> _Information provided_
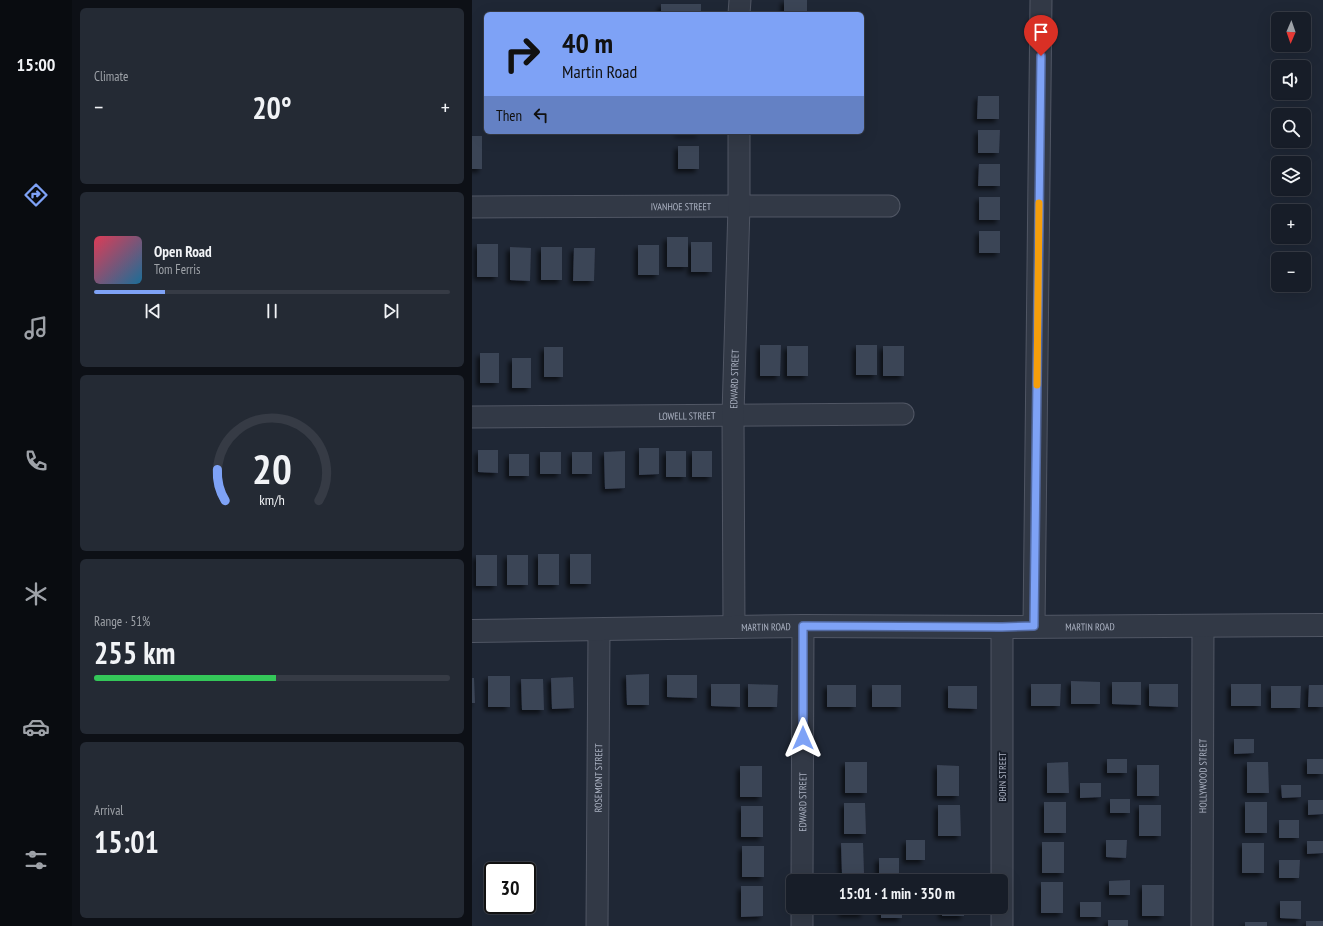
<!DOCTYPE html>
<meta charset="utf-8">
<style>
body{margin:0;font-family:"PT Sans Narrow",sans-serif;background:#242a34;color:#f1f3f6;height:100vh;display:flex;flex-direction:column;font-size:15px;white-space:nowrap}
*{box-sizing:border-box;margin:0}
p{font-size:13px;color:#9ea2a8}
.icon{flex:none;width:22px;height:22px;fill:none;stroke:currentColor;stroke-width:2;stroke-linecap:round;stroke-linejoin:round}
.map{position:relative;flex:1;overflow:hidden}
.drawer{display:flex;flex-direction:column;gap:8px;padding:8px;background:#0d1016;width:400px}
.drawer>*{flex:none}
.banner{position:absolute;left:12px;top:12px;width:380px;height:122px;border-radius:6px;box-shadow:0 4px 16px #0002,0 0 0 1px #363b45;background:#7ea2f6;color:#111;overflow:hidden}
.needle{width:26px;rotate:182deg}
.controls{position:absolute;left:799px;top:12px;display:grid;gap:8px}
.controls a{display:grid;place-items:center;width:40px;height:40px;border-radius:6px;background:#171d28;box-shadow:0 4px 16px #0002,0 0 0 1px #363b45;font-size:20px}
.speed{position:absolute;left:12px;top:862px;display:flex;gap:8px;font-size:20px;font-weight:700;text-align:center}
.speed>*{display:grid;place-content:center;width:52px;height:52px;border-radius:50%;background:#171d28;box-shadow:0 4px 16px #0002,0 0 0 1px #363b45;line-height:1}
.speed .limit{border:2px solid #111;border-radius:6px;background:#fff;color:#111}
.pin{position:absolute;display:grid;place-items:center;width:34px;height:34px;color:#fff;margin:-41px -17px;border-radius:50% 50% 50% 0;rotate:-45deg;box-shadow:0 0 4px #0007}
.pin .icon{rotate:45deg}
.me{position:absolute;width:44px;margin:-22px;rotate:0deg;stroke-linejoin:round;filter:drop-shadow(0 0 3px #0008)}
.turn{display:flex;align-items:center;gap:14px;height:84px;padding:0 12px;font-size:18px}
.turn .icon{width:52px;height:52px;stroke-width:2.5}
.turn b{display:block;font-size:28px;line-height:34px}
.then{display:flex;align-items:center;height:38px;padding:0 12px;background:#0003;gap:8px;font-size:15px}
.big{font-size:30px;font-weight:700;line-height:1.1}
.drawer .widget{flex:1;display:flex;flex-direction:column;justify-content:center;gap:6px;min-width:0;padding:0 14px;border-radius:6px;background:#242a34}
.drawer .dial{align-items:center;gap:0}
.dial svg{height:104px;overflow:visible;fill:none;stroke:#363b45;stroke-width:7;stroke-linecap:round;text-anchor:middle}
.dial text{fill:#f1f3f6;stroke:none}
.song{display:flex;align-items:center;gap:12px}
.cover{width:48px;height:48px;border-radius:6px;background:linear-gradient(135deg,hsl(350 70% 55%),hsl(200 70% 35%))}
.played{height:4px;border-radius:2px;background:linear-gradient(90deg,#7ea2f6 20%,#363b45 20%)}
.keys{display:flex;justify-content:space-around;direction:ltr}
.heat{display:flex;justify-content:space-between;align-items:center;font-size:22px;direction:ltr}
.charge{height:6px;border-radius:3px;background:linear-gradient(90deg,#34c759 51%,#363b45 0)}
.trip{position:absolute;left:314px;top:874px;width:222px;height:40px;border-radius:6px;background:#171d28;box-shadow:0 4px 16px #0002,0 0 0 1px #363b45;font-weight:700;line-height:40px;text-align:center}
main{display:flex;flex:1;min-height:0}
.dock{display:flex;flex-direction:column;width:72px;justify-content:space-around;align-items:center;background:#090c10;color:#9ea2a8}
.dock .icon{width:28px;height:28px}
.dock .active{color:#7ea2f6}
.dock b{font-size:18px;color:#f1f3f6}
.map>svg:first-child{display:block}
.building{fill:#3b4456;filter:url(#shadow)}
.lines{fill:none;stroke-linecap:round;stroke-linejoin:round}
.minor-casing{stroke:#505664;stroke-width:23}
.tertiary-casing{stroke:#505664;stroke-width:24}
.minor{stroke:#323946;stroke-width:21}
.tertiary{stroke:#323946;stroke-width:22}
.route-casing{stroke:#5269a0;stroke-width:10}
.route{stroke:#7ea2f6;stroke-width:7}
.slow{stroke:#f59e0b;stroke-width:7}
.labels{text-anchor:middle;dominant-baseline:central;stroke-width:4;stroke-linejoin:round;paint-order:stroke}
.street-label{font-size:10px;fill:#acb3c3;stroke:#181e2a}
</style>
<main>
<nav class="dock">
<b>15:00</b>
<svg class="icon active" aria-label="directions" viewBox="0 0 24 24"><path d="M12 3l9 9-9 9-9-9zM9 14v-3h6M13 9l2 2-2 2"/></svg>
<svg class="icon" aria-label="music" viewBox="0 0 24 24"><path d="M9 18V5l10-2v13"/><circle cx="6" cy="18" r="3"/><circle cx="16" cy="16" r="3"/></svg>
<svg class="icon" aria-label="phone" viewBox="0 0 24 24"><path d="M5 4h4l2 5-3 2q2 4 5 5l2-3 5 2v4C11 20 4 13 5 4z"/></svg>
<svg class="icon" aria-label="climate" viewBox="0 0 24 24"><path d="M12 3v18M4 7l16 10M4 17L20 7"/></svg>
<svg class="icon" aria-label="car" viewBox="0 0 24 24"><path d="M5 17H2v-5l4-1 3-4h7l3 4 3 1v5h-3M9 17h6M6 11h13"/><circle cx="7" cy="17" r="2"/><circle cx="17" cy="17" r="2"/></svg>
<svg class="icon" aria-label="filters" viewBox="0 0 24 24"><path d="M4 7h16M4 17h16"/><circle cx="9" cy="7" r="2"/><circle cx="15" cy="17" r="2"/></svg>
</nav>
<section class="drawer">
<div class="widget"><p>Climate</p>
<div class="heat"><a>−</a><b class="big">20°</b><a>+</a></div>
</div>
<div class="widget">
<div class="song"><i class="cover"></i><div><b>Open Road</b><p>Tom Ferris</p></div></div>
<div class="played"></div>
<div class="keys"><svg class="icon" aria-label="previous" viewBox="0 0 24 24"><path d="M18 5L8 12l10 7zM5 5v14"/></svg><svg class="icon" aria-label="pause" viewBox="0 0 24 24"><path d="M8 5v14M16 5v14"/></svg><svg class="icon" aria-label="next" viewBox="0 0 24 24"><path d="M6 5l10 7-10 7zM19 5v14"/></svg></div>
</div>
<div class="widget dial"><svg viewBox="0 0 100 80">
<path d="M14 69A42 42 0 1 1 86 69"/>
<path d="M14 69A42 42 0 0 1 8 45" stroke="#7ea2f6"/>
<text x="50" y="56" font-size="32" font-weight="700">20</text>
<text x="50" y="72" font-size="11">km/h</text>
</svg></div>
<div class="widget"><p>Range · 51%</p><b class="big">255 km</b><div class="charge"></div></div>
<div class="widget"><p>Arrival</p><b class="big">15:01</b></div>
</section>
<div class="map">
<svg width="851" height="926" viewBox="0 0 851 926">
<defs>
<filter id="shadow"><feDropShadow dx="-3.5" dy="3.5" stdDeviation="2" flood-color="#0009"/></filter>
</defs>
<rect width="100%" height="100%" fill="#1f2735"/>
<!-- building -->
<path class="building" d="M 312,0 L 335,0 L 335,14 L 312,14 Z
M 189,4 L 229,4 L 229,14 L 189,14 Z
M 506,96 L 527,96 L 527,119 L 505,119 Z
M 506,130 L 528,130 L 527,153 L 506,153 Z
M 206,132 L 228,132 L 228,134 L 206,134 Z
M 0,136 L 10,136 L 10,169 L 0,169 Z
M 206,146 L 227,146 L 227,169 L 206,169 Z
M 507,164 L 528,164 L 528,186 L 506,186 Z
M 507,197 L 528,197 L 528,220 L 507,220 Z
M 507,231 L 528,231 L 528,253 L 507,253 Z
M 195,237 L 216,237 L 216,267 L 195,267 Z
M 219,242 L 240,242 L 240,272 L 219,272 Z
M 5,244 L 26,244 L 26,277 L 5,277 Z
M 166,245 L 187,245 L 187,275 L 166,275 Z
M 38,247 L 59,248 L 58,281 L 38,280 Z
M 69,247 L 90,247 L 90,280 L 69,280 Z
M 102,248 L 123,248 L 122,281 L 101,281 Z
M 288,345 L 309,345 L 308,376 L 288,376 Z
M 384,345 L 405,345 L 405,375 L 384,375 Z
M 315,346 L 336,346 L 336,376 L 315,376 Z
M 411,346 L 432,346 L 432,376 L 411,376 Z
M 72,347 L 91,347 L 91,377 L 72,377 Z
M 8,353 L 27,353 L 27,383 L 8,383 Z
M 40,358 L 59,358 L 59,388 L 40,388 Z
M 167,448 L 187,448 L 187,474 L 167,475 Z
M 6,450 L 26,450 L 26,473 L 6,472 Z
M 153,451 L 153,488 L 133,489 L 132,452 Z
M 194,451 L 214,451 L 214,477 L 194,477 Z
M 220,451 L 240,451 L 240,477 L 220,477 Z
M 68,452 L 89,452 L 89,474 L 68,474 Z
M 100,452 L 120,452 L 120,474 L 100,474 Z
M 37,454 L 57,454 L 57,476 L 37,476 Z
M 66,554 L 87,554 L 87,585 L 66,585 Z
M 98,554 L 119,554 L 119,584 L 98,584 Z
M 4,555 L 25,555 L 25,586 L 4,586 Z
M 35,555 L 56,555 L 56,585 L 35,585 Z
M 177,674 L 177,705 L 155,705 L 154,675 Z
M 195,675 L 225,675 L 225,698 L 195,697 Z
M 16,676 L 38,676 L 38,707 L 16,707 Z
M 101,677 L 102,708 L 80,709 L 79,678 Z
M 0,678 L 2,678 L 3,703 L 0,703 Z
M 49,679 L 71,679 L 72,710 L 50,710 Z
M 599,681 L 628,682 L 628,704 L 599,704 Z
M 640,682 L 669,682 L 669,705 L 640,704 Z
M 239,684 L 268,684 L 268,707 L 239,706 Z
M 276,684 L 306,685 L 305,707 L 276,707 Z
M 559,684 L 589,684 L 588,706 L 559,706 Z
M 677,684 L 706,684 L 706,707 L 677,706 Z
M 759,684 L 789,684 L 789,706 L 759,706 Z
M 355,685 L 384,685 L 384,707 L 355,707 Z
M 400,685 L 429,685 L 429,707 L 400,707 Z
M 837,685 L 851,685 L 851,707 L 836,707 Z
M 476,686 L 505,686 L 505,709 L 476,708 Z
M 799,686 L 829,686 L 828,708 L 799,708 Z
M 762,739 L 782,739 L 782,753 L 762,754 Z
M 635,759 L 655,759 L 655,773 L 635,773 Z
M 835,759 L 851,759 L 851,774 L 835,774 Z
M 373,762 L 395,762 L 395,793 L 373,793 Z
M 596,762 L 597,793 L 575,793 L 575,763 Z
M 775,762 L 796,762 L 797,793 L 775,793 Z
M 465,765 L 487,766 L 487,796 L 465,796 Z
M 665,765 L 687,765 L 687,796 L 665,796 Z
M 268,766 L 290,766 L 290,797 L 268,797 Z
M 608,783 L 629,783 L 629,797 L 608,798 Z
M 809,785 L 829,785 L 829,797 L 810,798 Z
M 638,799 L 658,799 L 658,813 L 638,813 Z
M 836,800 L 851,800 L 851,814 L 836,815 Z
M 572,802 L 594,802 L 594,833 L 572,833 Z
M 773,802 L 795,802 L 795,833 L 773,833 Z
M 372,803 L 393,803 L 394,834 L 372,834 Z
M 466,805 L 488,805 L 489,836 L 466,836 Z
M 667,805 L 689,805 L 689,836 L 667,836 Z
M 269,806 L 291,806 L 291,837 L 269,837 Z
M 807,820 L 827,820 L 827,838 L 807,838 Z
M 434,840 L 453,840 L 453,860 L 434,860 Z
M 634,840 L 655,840 L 654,858 L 634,857 Z
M 835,841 L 851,841 L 851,853 L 835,854 Z
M 570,842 L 592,842 L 592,873 L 570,873 Z
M 369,843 L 391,843 L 392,873 L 370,874 Z
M 770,843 L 792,843 L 792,873 L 770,873 Z
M 270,846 L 292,846 L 292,877 L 270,877 Z
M 407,858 L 427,858 L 427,878 L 407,878 Z
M 807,860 L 828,860 L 827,878 L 807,878 Z
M 658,880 L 658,895 L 637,895 L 637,881 Z
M 569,882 L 591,882 L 591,913 L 569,913 Z
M 670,885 L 692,885 L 692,916 L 670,916 Z
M 269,886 L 291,886 L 291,916 L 269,917 Z
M 808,901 L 829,901 L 829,919 L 808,918 Z
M 608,902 L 629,902 L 629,917 L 608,917 Z
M 370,907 L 392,907 L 392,914 L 370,914 Z
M 409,907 L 430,907 L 430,918 L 409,918 Z
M 470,907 L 492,907 L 492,916 L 470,916 Z
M 636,920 L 656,920 L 656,926 L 636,926 Z
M 834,921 L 851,921 L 851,926 L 834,926 Z
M 773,922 L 795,922 L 795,926 L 773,926 Z"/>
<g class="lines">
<defs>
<g id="minor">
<path d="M 267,14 L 268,0"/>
<path id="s1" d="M 0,207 L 267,206 L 417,206"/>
<path id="s2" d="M 0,417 L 431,414"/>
<path d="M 562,626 L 569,0"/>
<path id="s3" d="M 262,627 L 261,415 L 267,206 L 267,132"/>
<path id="s4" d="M 330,881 L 331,626"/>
<path id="s5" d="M 125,926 L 127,630"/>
<path d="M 330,926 L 330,907"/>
<path d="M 530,926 L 530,627"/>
<path id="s6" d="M 730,926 L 731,626"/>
</g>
<g id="tertiary">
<path id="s7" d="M 0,631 L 331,626 L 530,627 L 851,625"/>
</g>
</defs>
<!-- minor casing -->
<use href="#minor" class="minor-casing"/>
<!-- tertiary casing -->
<use href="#tertiary" class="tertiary-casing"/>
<!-- minor -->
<use href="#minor" class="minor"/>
<!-- tertiary -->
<use href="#tertiary" class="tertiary"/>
</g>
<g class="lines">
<defs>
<path id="route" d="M 331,738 L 331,626 L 530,627 L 562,626 L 569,56"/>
</defs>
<!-- route casing -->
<use href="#route" class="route-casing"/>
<!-- route -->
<use href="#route" class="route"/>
<!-- slow -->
<path class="slow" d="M 565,385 L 567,203"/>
</g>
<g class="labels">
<!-- street labels -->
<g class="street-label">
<text stroke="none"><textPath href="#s1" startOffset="209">IVANHOE STREET</textPath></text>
<text stroke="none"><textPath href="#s3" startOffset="248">EDWARD STREET</textPath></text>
<text stroke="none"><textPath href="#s2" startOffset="215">LOWELL STREET</textPath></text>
<text stroke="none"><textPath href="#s7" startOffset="618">MARTIN ROAD</textPath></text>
<text stroke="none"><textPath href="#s7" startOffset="294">MARTIN ROAD</textPath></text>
<text stroke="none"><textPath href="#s6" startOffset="150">HOLLYWOOD STREET</textPath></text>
<text transform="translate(530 777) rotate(-90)">BOHN STREET</text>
<text stroke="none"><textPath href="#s5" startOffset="148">ROSEMONT STREET</textPath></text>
<text stroke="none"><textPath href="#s4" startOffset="79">EDWARD STREET</textPath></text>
</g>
</g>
</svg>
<div class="controls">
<a><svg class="needle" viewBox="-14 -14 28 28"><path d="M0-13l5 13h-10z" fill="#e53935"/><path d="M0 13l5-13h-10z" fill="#9ea2a8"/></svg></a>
<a><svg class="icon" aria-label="sound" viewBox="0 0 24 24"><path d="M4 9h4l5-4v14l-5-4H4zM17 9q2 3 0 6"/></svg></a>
<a><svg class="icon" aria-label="search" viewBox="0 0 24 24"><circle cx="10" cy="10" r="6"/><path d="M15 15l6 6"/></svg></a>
<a><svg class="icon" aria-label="layers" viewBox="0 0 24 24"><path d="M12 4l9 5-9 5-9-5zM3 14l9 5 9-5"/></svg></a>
<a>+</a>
<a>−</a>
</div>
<div class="speed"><div class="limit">30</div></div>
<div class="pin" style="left:569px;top:56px;background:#d93025"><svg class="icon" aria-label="arrive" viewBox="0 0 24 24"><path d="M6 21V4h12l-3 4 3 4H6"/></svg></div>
<svg class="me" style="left:331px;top:738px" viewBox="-20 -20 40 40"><path d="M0-17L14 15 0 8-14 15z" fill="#7ea2f6" stroke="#fff" stroke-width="4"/></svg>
<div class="trip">15:01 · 1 min · 350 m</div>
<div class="banner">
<div class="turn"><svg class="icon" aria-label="right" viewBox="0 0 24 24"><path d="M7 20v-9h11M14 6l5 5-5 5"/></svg><div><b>40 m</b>Martin Road</div></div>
<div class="then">Then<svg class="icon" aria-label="left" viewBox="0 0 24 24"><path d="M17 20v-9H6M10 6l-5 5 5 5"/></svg></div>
</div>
</div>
</main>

> _Work required_
Copy each line of the data above that holds "song".

> _Written solution_
.song{display:flex;align-items:center;gap:12px}
<div class="song"><i class="cover"></i><div><b>Open Road</b><p>Tom Ferris</p></div></div>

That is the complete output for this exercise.